Tom Borman, LawFuel contributing editor
The days of “AI curiosity” in law firms are over. According to Bloomberg Law, general counsel are now pressuring outside counsel to prove they’re using generative AI to cut costs and improve turnaround — or risk losing the mandate altogether.
Corporate legal departments are no longer satisfied with glossy innovation decks. They want line items. If AI isn’t delivering fewer billable hours or faster workflows, they will shop around. The message: firms that fail to adapt will be priced out of major mandates.
Instructions to Law Firms From General Counsel
General counsel are telling firms to adopt generative AI like Harvey or risk losing work. Clients want savings, not excuses, and Harvey just upped the game.
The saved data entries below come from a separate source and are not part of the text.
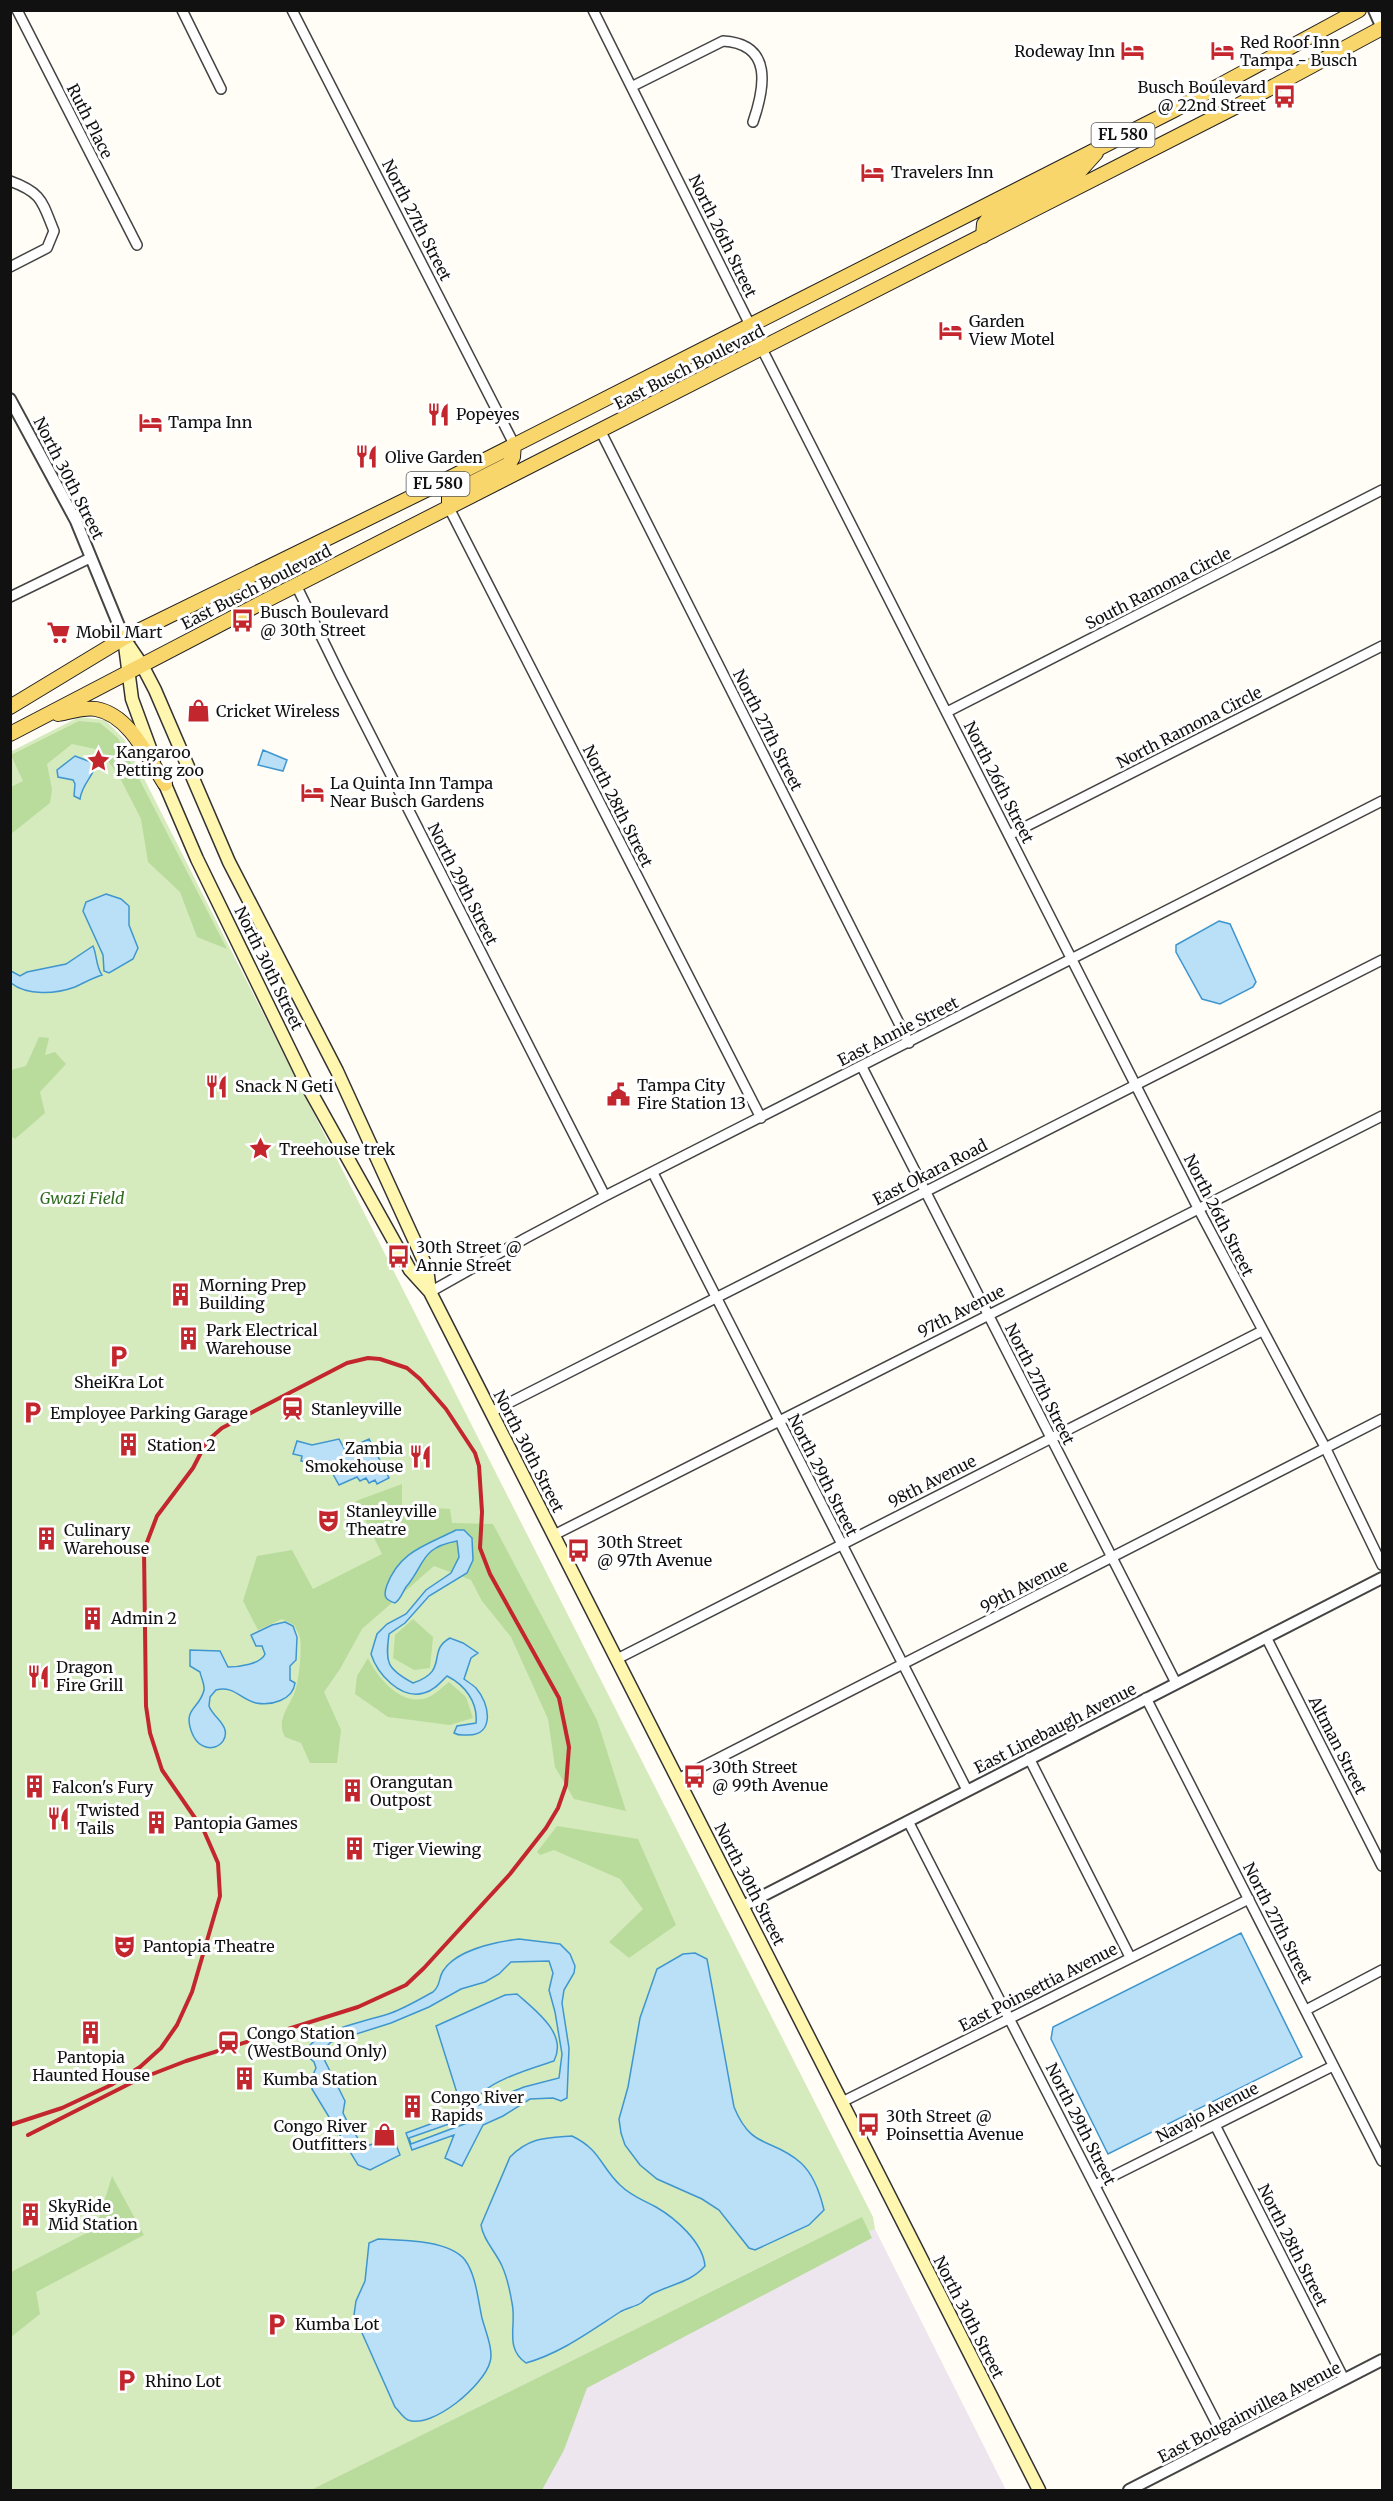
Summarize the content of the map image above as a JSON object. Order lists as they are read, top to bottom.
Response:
{
  "streets": {
    "main road": ["FL 580", "East Busch Boulevard", "North 30th Street"],
    "street": [
      "Ruth Place",
      "North 27th Street",
      "North 26th Street",
      "South Ramona Circle",
      "North Ramona Circle",
      "North 28th Street",
      "North 29th Street",
      "East Annie Street",
      "East Okara Road",
      "97th Avenue",
      "98th Avenue",
      "99th Avenue",
      "East Linebaugh Avenue",
      "Altman Street",
      "East Poinsettia Avenue",
      "Navajo Avenue",
      "East Bougainvillea Avenue"
    ]
  },
  "crossings": [
    ["North 27th Street", "East Busch Boulevard"],
    ["North 27th Street", "East Annie Street"],
    ["North 27th Street", "East Okara Road"],
    ["North 27th Street", "97th Avenue"],
    ["North 27th Street", "98th Avenue"],
    ["North 27th Street", "99th Avenue"],
    ["North 27th Street", "East Linebaugh Avenue"],
    ["North 27th Street", "East Poinsettia Avenue"],
    ["North 27th Street", "Navajo Avenue"],
    ["North 26th Street", "East Busch Boulevard"],
    ["North 26th Street", "South Ramona Circle"],
    ["North 26th Street", "North Ramona Circle"],
    ["North 26th Street", "East Annie Street"],
    ["North 26th Street", "East Okara Road"],
    ["North 26th Street", "97th Avenue"],
    ["North 26th Street", "98th Avenue"],
    ["North 26th Street", "99th Avenue"],
    ["East Busch Boulevard", "North 30th Street"],
    ["East Busch Boulevard", "North 28th Street"],
    ["East Busch Boulevard", "North 29th Street"],
    ["North 30th Street", "East Annie Street"],
    ["North 30th Street", "East Okara Road"],
    ["North 30th Street", "97th Avenue"],
    ["North 30th Street", "98th Avenue"],
    ["North 30th Street", "99th Avenue"],
    ["North 30th Street", "East Linebaugh Avenue"],
    ["North 30th Street", "East Poinsettia Avenue"],
    ["North 28th Street", "East Annie Street"],
    ["North 28th Street", "Navajo Avenue"],
    ["North 28th Street", "East Bougainvillea Avenue"],
    ["North 29th Street", "East Annie Street"],
    ["North 29th Street", "East Okara Road"],
    ["North 29th Street", "97th Avenue"],
    ["North 29th Street", "98th Avenue"],
    ["North 29th Street", "99th Avenue"],
    ["North 29th Street", "East Linebaugh Avenue"],
    ["North 29th Street", "East Poinsettia Avenue"],
    ["North 29th Street", "Navajo Avenue"],
    ["North 29th Street", "East Bougainvillea Avenue"],
    ["East Linebaugh Avenue", "Altman Street"]
  ],
  "parks": ["Gwazi Field"],
  "places": {
    "hotel": [
      "Rodeway Inn",
      "Red Roof Inn Tampa - Busch",
      "Travelers Inn",
      "Garden View Motel",
      "Tampa Inn",
      "La Quinta Inn Tampa Near Busch Gardens"
    ],
    "bus stop": [
      "Busch Boulevard @ 22nd Street",
      "Busch Boulevard @ 30th Street",
      "30th Street @ Annie Street",
      "30th Street @ 97th Avenue",
      "30th Street @ 99th Avenue",
      "30th Street @ Poinsettia Avenue"
    ],
    "restaurant": [
      "Popeyes",
      "Olive Garden",
      "Snack N Geti",
      "Zambia Smokehouse",
      "Dragon Fire Grill",
      "Twisted Tails"
    ],
    "supermarket": ["Mobil Mart"],
    "shop": ["Cricket Wireless", "Congo River Outfitters"],
    "place": ["Kangaroo Petting zoo", "Treehouse trek"],
    "public building": ["Tampa City Fire Station 13"],
    "building": [
      "Morning Prep Building",
      "Park Electrical Warehouse",
      "Station 2",
      "Culinary Warehouse",
      "Admin 2",
      "Falcon's Fury",
      "Orangutan Outpost",
      "Pantopia Games",
      "Tiger Viewing",
      "Pantopia Haunted House",
      "Kumba Station",
      "Congo River Rapids",
      "SkyRide Mid Station"
    ],
    "parking": [
      "SheiKra Lot",
      "Employee Parking Garage",
      "Kumba Lot",
      "Rhino Lot"
    ],
    "station": ["Stanleyville", "Congo Station (WestBound Only)"],
    "theatre": ["Stanleyville Theatre", "Pantopia Theatre"]
  }
}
Meanwhile, Harvey AI is racing to make adoption unavoidable. The platform has rolled out voice commands and mobile integration, pushing legal AI beyond desktop pilots into everyday use. That shift makes it harder for firms to claim AI is a side experiment rather than a billing-line reality.
The risk is obvious. BigLaw associates billing 2,400 hours a year now face the prospect of a microphone doing half their grunt work. The opportunity is equally clear: firms that integrate AI transparently with clients stand to win mandates on efficiency and cost credibility.
For managing partners still dithering about “AI readiness,” the decision is being made for them — by clients with procurement checklists.